The longitudinal weight is given in the column long.w
I am using the following code.
data.1 <- read.table("Panel.csv", sep = ",",header=T)
library(survey)
library(survival)
#### Unweigthed model
mod.1 <- summary(coxph(Surv(Dur, rc) ~ age + sex, data.1))
mod.1
coxph(formula = Surv(Dur, rc) ~ age + sex, data = data.1)
n= 36, number of events= 14
coef exp(coef) se(coef) z Pr(>|z|)
age -4.992e-06 1.000e+00 2.291e-02 0.000 1.000
sex 5.277e-01 1.695e+00 5.750e-01 0.918 0.359
exp(coef) exp(-coef) lower .95 upper .95
age 1.000 1.00 0.9561 1.046
sex 1.695 0.59 0.5492 5.232
Concordance= 0.651 (se = 0.095 )
Rsquare= 0.024 (max possible= 0.858 )
### --- Weights
weights <- data.1[,7:16]*data.1$long.w
panel <-svrepdesign(data=data.1,
weights=data.1[,3],
type="BRR",
repweights=weights,
combined.weights=TRUE
)
#### Weighted model
mod.1.w <- svycoxph(Surv(Dur,rc)~ age+ sex ,design=panel)
summary(mod.1.w)
Balanced Repeated Replicates with 10 replicates.
Call:
svycoxph.svyrep.design(formula = Surv(Dur, rc) ~ age + sex, design = panel)

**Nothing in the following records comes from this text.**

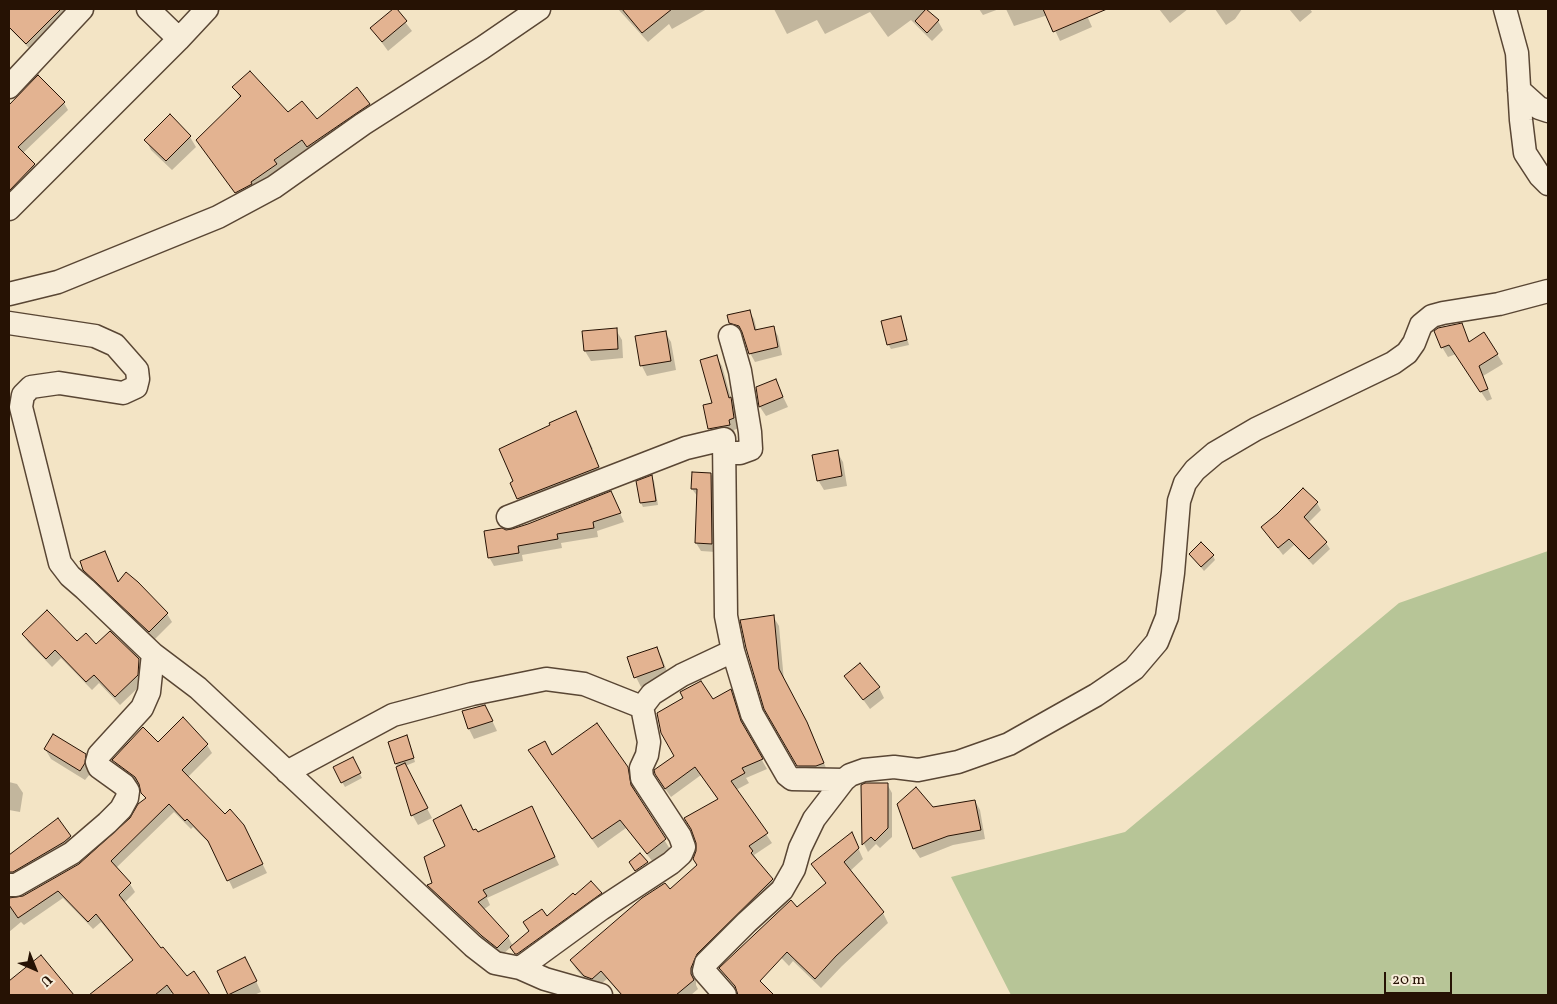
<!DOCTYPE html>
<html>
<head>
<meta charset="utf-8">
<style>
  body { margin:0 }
  #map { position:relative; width:1557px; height:1004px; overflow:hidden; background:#f3e4c5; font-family:Vollkorn,serif }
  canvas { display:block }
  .frame { position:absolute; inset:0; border:10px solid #261204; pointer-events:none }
  .north { position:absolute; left:10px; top:944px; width:50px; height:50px; -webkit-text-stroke:4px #f7edd9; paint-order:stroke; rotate:136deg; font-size:14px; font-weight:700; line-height:20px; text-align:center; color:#261204 }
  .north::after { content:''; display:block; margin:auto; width:18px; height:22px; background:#261204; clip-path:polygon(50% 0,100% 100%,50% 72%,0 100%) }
  .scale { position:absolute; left:1384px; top:972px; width:68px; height:22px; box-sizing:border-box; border:2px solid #261204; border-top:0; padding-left:6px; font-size:15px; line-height:18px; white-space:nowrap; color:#261204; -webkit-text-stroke:4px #f7edd9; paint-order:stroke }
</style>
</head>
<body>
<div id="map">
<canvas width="1557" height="1004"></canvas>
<div class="frame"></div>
<div class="north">U</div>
<div class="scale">20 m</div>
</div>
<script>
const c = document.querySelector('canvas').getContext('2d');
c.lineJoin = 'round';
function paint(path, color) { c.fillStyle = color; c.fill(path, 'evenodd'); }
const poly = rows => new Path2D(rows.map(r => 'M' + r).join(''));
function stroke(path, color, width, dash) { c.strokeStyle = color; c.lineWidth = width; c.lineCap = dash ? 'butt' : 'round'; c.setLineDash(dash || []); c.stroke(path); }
const green = poly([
  [1548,551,1548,995,1011,995,951,877,1125,832,1399,603]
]);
const shadow = poly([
  [9,9,68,9,29,48,9,28],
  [395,9,412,31,388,51,371,28],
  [618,9,707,9,672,29,669,24,648,42],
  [774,9,926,9,938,21,943,30,932,41,911,20,888,37,870,12,825,34,817,20,787,34],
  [979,9,999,9,983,15],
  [1006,9,1084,9,1092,27,1060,41,1048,15,1014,26],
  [1159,9,1188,9,1170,23],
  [1215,9,1242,9,1235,19,1226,25],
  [1289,9,1310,9,1312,12,1300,22],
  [38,77,64,103,68,110,23,153,34,165,38,172,9,202,9,107],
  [234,88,288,113,317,121,369,104,375,114,314,156,308,148,279,170,242,202,198,141,240,98],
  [170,116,190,137,196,147,172,170,151,150,146,140],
  [749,311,754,319,757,331,773,327,778,336,782,355,755,362,750,353,744,334,735,331,730,323],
  [901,317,909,345,891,349,888,344],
  [1461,325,1470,343,1497,354,1503,364,1483,376,1492,399,1487,401,1456,354,1448,357,1442,347],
  [616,330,622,340,623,358,591,361,585,351],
  [665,332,671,342,676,370,647,376,642,366,637,337],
  [716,356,722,366,732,401,736,408,739,428,734,430,735,435,715,439,710,429,704,406,714,404],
  [775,380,788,407,766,416,760,407,757,387],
  [575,413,593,449,591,449,604,477,524,508,511,483],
  [837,452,843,462,847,486,824,490,818,480],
  [711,474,715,482,716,552,701,551,696,543,698,497,692,489],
  [652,477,654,481,658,505,643,507,641,503],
  [615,502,624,522,597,531,598,537,561,543,562,548,522,555,523,561,494,566,489,557,506,531],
  [1317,503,1321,510,1308,523,1326,543,1330,549,1313,565,1294,545,1283,555,1262,527],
  [105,552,119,583,167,614,172,622,154,640,90,579,84,569],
  [1190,554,1213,556,1215,560,1204,571],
  [773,616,779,626,784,681,812,733,828,773,804,775,765,708],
  [23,634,96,645,138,660,143,669,142,684,120,705,99,683,92,690,61,658,52,667,28,642],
  [656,648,662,658,669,677,641,687,636,677],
  [846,676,879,688,884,698,870,709],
  [730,690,735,699,745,731,767,769,746,778,749,783,736,790,772,843,754,855,757,860,756,862,772,880,777,889,696,978,696,985,698,989,691,995,621,995,607,979,597,987,590,985,576,969,571,961,670,890,698,866,718,800,701,775,671,797,661,783,675,756,713,701],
  [463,711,490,716,497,731,474,739,469,729],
  [183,719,207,745,212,753,187,778,225,816,248,835,267,873,233,889,213,847,193,827,191,829,174,812,116,868,130,884,135,892,124,903,161,950,186,977,194,973,208,995,175,995,173,992,169,995,96,995,94,992,133,961,101,922,93,929,63,898,24,925,21,922,9,932,9,899,22,898,79,865,117,833,146,799,141,786,118,769,114,760,158,744],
  [409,741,415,762,405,766,432,818,418,825,413,816,396,763],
  [45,749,85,755,90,765,90,774,85,780,51,759],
  [552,757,627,767,633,777,635,794,670,849,653,862,626,828,598,848,535,759],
  [352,759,362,778,345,787,334,768],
  [9,782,17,784,23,793,20,812,9,810],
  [887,784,892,793,892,837,880,848,876,844,868,852,864,844,863,786],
  [975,801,980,810,985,839,953,845,920,858,914,849,898,804,933,809],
  [536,816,559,865,487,898,490,905,483,910,508,937,513,946,574,896,600,894,605,902,521,962,511,947,502,955,488,944,433,893,429,885,434,883,473,831,478,834],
  [58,820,75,845,9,882,9,854,10,855],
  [852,834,863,859,849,872,883,913,888,923,842,966,821,988,793,961,789,966,766,942,797,909,827,884],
  [41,956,71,995,9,995,9,983],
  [250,968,261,992,254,995,230,995,218,971]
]);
const building = poly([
  [9,9,61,9,26,44,9,27,9,9],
  [393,9,397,9,407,21,382,42,370,28,393,9],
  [622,9,672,9,642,33,622,9],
  [926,9,939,20,927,33,915,21,926,9],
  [1043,9,1107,9,1053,32,1043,9],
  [250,71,288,112,302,101,317,119,357,87,370,104,307,147,302,140,274,160,277,164,251,182,252,184,235,193,196,140,241,96,232,87,250,71],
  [38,75,65,102,18,147,35,164,9,191,9,105,38,75],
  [170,114,191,136,166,161,144,140,170,114],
  [750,310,755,330,774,326,778,347,749,354,742,332,739,326,729,323,727,315,750,310],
  [901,316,907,340,887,345,881,321,901,316],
  [1462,323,1469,342,1484,332,1498,354,1479,366,1488,389,1480,392,1449,345,1441,348,1434,331,1438,328,1462,323],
  [617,328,618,349,584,351,582,331,617,328],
  [666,331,671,361,640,366,635,336,666,331],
  [717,355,729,398,731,397,734,418,729,420,730,425,708,429,703,405,712,403,700,360,717,355],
  [776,379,783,397,759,407,756,387,776,379],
  [576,411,599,467,517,499,510,483,513,481,499,449,550,425,549,423,576,411],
  [838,450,842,476,817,481,812,455,838,450],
  [692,472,711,473,712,544,695,543,697,489,691,489,692,472],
  [652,475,656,501,640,503,636,481,652,475],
  [1303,488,1318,502,1304,517,1327,542,1309,559,1289,539,1278,548,1261,527,1277,514,1303,488],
  [611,491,621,513,593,522,594,528,557,534,558,539,518,546,519,553,488,558,484,531,502,528,506,530,512,529,528,524,611,491],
  [1201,542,1214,555,1201,567,1189,554,1201,542],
  [105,551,118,582,126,572,138,582,168,613,149,632,83,570,80,561,105,551],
  [47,610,77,641,86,633,96,644,110,631,139,659,138,675,115,697,94,675,86,682,55,650,46,659,22,634,47,610],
  [774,615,779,669,807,722,824,763,816,766,797,766,764,709,746,648,740,620,774,615],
  [657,647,664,667,634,678,627,657,657,647],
  [860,663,880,687,863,700,844,676,860,663],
  [701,681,713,699,731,689,741,721,763,759,742,768,745,773,731,781,768,833,749,846,753,851,751,853,773,879,697,954,691,968,691,974,694,980,676,995,622,995,601,971,592,979,584,976,570,960,642,898,665,883,670,889,697,865,693,859,696,851,696,843,691,829,684,818,718,799,695,767,665,789,655,774,654,770,674,756,661,733,657,713,683,698,680,692,701,681],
  [485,705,493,721,468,729,462,711,485,705],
  [183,717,208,744,182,770,225,814,230,809,244,825,263,864,227,881,208,841,187,819,185,821,169,804,111,861,131,883,119,895,161,948,163,947,187,976,194,971,210,995,174,995,167,985,155,995,89,995,133,960,96,914,88,922,58,891,18,918,9,905,9,898,23,896,79,864,130,818,138,804,146,798,141,793,139,784,135,777,112,760,143,727,158,742,183,717],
  [597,723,628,767,631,785,666,839,647,854,620,820,592,839,528,750,545,741,552,755,597,723],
  [53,734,86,754,85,763,80,771,44,749,53,734],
  [407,735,414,758,395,764,388,742,407,735],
  [353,757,361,773,341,783,333,767,353,757],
  [405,763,428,808,411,816,396,767,405,763],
  [865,783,888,783,888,828,875,841,871,837,862,845,861,785,865,783],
  [916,787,933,807,975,800,981,830,948,836,913,849,897,804,916,787],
  [461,805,473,830,476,829,478,832,532,806,555,857,483,890,487,896,478,902,509,936,497,948,482,936,427,885,432,883,424,857,445,846,433,820,461,805],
  [58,818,71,836,64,842,13,872,9,872,9,855,58,818],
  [852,832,859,848,844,862,884,912,836,956,815,979,787,952,760,981,774,995,738,995,735,986,719,968,791,900,797,907,826,883,811,864,852,832],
  [640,853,648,862,635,871,629,862,640,853],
  [591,881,602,893,517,954,515,954,510,947,529,931,523,922,542,909,547,916,573,893,575,895,591,881],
  [41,955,74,995,9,995,9,981,41,955],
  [245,957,257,981,228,995,217,971,245,957]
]);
const minor = poly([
  [148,9,179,39],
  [1505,9,1517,53,1521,120,1525,153,1540,176,1548,184],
  [9,87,82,9],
  [1519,90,1539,108,1548,111],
  [9,209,179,39,207,9],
  [9,294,58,282,218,217,274,187,363,124,482,48,539,9],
  [9,323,95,336,115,345,137,370,138,379,136,387,123,393,59,383,31,387,23,395,21,407,60,563,70,576,85,589,153,654,198,688,473,946,495,963,520,968,545,979,601,995],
  [725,453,740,453,751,449,750,432,740,371,730,336],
  [508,517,686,448,724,439,726,616,733,651,752,714,787,775,792,779,844,780,814,819,800,848,794,869,782,890,747,922,706,963,704,971,725,995],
  [287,772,393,715,472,694,546,679,584,684,642,707],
  [844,780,850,775,864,770,894,767,918,770,958,762,1009,744,1096,695,1134,669,1157,642,1167,617,1173,573,1179,501,1185,483,1195,470,1215,453,1256,429,1393,363,1407,353,1414,343,1421,325,1432,316,1443,313,1499,304,1548,291],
  [9,885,16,885,72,853,107,823,121,809,127,798,128,791,124,785,99,767,97,762,99,755,142,708,149,692,153,654],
  [520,968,601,909,671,863,681,854,684,847,680,836,642,778,641,768,647,755,649,742,642,707,652,694,682,675,733,651]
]);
paint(green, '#b7c597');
paint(shadow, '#0003');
paint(building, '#e3b391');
stroke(building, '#261204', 1);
stroke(minor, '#594634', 25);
stroke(minor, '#f7edd9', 22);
</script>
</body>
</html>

n= 36, number of events= 14
coef exp(coef) se(coef) z Pr(>|z|)
age 0.0198 1.0200 0.0131 1.512 0.131
sex 1.0681 2.9098 0.2336 4.572 4.84e-06 ***
---
Signif. codes: 0 ‘***’ 0.001 ‘**’ 0.01 ‘*’ 0.05 ‘.’ 0.1 ‘ ’ 1
exp(coef) exp(-coef) lower .95 upper .95
age 1.02 0.9804 0.9941 1.047
sex 2.91 0.3437 1.8407 4.600
Concordance= 0.75 (se = 0.677 )
Rsquare= NA (max possible= NA )
Likelihood ratio test= NA on 2 df, p=NA
Wald test = 28.69 on 2 df, p=5.875e-07
Score (logrank) test = NA on 2 df, p=NA
### ----
> panel.2 <-svrepdesign(data=data.1,
+ weights=data.1[,3],
+ type="BRR",
+ repweights=data.1[,7:16],
+ combined.weights=FALSE,
+ )
Warning message:
In svrepdesign.default(data = data.1, weights = data.1[, 3], type = "BRR", :
Data look like combined weights: mean replication weight is 101.291666666667 and mean sampling weight is 203.944444444444
mod.2.w <- svycoxph(Surv(Dur,rc)~ age+ sex ,design=panel.2)
> summary(mod.2.w)
Call: svrepdesign.default(data = data.1, weights = data.1[, 3], type = "BRR",
repweights = data.1[, 7:16], combined.weights = FALSE, )
Balanced Repeated Replicates with 10 replicates.
Call:
svycoxph.svyrep.design(formula = Surv(Dur, rc) ~ age + sex, design = panel.2)
n= 36, number of events= 14
coef exp(coef) se(coef) z Pr(>|z|)
age 0.0198 1.0200 0.0131 1.512 0.131
sex 1.0681 2.9098 0.2336 4.572 4.84e-06 ***
---
Signif. codes: 0 ‘***’ 0.001 ‘**’ 0.01 ‘*’ 0.05 ‘.’ 0.1 ‘ ’ 1
exp(coef) exp(-coef) lower .95 upper .95
age 1.02 0.9804 0.9941 1.047
sex 2.91 0.3437 1.8407 4.600
Concordance= 0.75 (se = 0.677 )
Rsquare= NA (max possible= NA )
Likelihood ratio test= NA on 2 df, p=NA
Wald test = 28.69 on 2 df, p=5.875e-07
Score (logrank) test = NA on 2 df, p=NA
The sum of the longitudinal weights is 7,342. The total of events must be around 2,357 and the censored observations a total of 4,985 for a "population" of 7,342 individuals
Do models mod.1.w and mod.2.w take into consideration the longitudinal weights? If the do, why the summary report only n= 36, number of events= 14 ?
The design works well if I take other statistics. For example the mean of Dur in data.1 without considering the sampling design is around 4.9 and 5.31 when I consider svymean(~Dur, panel.2) for example.